Available data:
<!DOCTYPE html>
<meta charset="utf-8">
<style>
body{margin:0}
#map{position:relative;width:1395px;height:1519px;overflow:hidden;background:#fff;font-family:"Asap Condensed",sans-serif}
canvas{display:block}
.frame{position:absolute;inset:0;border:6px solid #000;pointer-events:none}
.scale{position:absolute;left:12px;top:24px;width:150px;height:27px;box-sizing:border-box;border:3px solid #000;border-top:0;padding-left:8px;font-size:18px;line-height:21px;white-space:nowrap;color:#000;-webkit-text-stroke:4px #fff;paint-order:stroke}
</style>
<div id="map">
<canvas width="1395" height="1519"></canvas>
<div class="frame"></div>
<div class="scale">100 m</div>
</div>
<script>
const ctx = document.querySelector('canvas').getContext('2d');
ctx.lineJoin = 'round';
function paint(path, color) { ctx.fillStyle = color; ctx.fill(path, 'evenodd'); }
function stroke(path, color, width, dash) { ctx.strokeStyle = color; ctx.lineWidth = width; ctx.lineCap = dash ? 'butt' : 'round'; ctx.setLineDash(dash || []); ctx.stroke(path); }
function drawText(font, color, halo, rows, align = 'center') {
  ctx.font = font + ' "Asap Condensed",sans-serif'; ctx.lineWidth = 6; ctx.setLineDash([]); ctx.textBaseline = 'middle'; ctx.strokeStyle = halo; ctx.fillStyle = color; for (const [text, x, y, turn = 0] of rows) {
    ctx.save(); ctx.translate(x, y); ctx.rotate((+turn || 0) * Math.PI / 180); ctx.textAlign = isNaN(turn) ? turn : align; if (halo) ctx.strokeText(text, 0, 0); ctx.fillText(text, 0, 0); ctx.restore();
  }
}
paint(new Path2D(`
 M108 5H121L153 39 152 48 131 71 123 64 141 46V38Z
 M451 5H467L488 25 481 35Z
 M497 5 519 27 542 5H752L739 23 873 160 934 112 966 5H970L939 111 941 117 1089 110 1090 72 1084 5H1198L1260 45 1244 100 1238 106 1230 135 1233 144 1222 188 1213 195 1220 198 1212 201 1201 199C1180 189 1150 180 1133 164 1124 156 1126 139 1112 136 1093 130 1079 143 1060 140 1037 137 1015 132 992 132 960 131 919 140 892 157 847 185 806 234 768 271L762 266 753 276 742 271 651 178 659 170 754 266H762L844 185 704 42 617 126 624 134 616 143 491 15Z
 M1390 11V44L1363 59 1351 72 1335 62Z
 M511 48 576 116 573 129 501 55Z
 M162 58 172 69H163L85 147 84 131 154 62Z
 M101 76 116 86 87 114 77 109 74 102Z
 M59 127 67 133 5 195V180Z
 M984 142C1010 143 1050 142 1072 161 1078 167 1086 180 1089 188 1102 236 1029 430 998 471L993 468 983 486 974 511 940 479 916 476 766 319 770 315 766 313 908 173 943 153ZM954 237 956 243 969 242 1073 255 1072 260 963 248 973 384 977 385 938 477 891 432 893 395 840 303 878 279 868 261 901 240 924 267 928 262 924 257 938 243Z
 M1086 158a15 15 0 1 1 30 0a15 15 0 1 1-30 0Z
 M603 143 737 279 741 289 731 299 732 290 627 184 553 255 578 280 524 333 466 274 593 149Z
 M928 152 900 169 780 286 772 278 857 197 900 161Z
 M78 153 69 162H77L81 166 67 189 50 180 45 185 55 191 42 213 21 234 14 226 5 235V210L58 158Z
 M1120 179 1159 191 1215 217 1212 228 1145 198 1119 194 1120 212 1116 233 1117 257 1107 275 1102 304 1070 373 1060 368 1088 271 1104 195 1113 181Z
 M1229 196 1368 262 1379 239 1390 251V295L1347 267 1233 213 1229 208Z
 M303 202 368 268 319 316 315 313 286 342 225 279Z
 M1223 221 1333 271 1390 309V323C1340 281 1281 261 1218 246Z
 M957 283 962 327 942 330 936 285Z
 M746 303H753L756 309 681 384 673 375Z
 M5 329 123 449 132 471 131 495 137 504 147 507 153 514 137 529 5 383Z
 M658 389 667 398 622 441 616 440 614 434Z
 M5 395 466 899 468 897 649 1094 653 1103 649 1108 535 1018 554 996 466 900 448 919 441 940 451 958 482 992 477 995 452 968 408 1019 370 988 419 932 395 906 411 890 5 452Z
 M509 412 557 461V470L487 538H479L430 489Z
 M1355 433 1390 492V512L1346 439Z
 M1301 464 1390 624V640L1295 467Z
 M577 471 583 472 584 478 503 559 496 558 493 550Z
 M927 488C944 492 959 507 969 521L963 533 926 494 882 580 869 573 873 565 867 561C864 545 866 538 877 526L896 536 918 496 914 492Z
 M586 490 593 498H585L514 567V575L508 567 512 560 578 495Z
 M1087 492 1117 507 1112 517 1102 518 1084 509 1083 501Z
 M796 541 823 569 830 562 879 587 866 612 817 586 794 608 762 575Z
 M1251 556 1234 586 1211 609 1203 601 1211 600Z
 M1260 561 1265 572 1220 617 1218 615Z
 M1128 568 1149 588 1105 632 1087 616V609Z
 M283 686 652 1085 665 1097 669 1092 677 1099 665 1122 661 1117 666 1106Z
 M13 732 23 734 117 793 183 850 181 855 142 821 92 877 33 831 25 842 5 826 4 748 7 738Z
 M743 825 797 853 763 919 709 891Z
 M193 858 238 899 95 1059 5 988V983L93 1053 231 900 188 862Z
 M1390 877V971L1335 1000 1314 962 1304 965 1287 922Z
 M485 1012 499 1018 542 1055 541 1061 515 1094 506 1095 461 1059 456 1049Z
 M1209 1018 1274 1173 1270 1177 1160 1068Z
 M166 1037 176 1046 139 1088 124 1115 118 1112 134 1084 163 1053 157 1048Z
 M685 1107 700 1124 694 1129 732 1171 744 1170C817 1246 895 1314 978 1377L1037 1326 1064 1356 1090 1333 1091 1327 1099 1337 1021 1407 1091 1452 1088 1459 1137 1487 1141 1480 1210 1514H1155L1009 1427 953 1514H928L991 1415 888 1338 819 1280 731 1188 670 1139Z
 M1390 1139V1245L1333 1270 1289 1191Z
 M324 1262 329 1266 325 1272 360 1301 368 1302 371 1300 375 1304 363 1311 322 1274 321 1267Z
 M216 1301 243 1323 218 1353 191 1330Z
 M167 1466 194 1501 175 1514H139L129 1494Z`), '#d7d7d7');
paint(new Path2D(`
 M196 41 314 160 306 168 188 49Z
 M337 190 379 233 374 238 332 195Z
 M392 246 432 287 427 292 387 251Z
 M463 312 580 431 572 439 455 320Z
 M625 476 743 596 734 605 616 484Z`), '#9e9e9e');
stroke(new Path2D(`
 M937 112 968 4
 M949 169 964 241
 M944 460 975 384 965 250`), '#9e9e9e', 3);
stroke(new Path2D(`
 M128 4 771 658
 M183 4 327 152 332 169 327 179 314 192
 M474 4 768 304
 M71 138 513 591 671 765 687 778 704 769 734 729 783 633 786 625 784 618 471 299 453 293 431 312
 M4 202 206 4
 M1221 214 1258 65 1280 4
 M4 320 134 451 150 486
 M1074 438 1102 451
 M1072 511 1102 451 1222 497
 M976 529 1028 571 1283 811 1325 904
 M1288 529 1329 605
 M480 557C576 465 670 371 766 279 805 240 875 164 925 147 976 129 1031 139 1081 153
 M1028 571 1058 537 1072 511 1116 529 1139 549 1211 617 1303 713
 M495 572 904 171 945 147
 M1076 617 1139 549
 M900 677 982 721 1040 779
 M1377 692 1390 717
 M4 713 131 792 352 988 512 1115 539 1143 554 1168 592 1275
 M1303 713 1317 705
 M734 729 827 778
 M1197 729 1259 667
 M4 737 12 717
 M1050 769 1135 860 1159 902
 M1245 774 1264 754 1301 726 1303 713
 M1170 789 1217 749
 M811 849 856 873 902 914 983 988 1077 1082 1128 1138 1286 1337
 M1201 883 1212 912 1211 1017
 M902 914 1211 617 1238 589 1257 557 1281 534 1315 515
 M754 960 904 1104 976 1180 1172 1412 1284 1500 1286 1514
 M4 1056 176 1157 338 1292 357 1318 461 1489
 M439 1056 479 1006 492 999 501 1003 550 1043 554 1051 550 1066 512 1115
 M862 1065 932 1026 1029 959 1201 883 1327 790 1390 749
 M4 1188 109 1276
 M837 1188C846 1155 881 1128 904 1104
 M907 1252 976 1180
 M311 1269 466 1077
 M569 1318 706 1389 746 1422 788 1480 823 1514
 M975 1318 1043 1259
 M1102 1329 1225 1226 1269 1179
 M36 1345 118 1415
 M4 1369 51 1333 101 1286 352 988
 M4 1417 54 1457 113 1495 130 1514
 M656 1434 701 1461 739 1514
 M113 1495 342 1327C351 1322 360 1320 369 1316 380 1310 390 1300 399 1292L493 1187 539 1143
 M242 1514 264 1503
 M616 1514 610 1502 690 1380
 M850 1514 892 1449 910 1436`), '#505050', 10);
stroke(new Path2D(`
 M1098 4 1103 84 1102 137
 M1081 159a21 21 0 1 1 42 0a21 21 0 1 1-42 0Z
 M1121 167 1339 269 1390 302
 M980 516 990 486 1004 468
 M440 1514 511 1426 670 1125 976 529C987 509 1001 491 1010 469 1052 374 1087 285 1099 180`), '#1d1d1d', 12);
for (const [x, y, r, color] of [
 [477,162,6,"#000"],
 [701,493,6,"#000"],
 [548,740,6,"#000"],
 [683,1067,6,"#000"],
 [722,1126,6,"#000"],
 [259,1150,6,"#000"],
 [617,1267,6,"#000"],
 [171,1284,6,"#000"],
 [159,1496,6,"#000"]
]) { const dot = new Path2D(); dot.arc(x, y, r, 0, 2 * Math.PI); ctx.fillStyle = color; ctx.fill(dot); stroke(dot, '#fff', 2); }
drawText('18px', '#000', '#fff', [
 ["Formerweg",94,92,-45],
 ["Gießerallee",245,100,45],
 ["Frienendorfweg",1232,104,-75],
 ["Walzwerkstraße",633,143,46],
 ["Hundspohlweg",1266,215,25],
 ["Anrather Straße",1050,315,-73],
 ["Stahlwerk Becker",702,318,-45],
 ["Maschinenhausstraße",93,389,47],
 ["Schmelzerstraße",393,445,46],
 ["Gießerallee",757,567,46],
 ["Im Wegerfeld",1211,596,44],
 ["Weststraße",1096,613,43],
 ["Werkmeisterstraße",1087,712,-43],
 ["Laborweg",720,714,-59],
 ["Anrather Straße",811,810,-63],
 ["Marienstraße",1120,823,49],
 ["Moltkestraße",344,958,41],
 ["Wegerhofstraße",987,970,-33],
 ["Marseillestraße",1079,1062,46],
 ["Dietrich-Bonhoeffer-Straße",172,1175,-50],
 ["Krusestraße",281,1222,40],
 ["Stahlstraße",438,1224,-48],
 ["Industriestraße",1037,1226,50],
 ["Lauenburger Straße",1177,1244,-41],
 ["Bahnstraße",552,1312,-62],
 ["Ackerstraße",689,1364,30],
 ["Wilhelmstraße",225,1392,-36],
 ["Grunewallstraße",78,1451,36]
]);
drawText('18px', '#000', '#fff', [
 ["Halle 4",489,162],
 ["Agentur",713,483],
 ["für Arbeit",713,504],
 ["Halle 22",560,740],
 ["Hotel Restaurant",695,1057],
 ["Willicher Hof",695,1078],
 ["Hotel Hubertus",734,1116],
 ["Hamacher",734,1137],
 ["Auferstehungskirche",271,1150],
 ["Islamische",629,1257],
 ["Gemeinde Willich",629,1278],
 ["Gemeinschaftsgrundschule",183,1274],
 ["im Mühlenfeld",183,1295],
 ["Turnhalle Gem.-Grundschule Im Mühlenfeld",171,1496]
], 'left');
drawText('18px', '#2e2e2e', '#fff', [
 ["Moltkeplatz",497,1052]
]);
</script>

Assigned task: Could you repeat exactly the lines above from the line with "M303 202 368" up to and including the line with "M658 389 667 398 622 441 616 440 614 434Z", and only those?

Written response:
 M303 202 368 268 319 316 315 313 286 342 225 279Z
 M1223 221 1333 271 1390 309V323C1340 281 1281 261 1218 246Z
 M957 283 962 327 942 330 936 285Z
 M746 303H753L756 309 681 384 673 375Z
 M5 329 123 449 132 471 131 495 137 504 147 507 153 514 137 529 5 383Z
 M658 389 667 398 622 441 616 440 614 434Z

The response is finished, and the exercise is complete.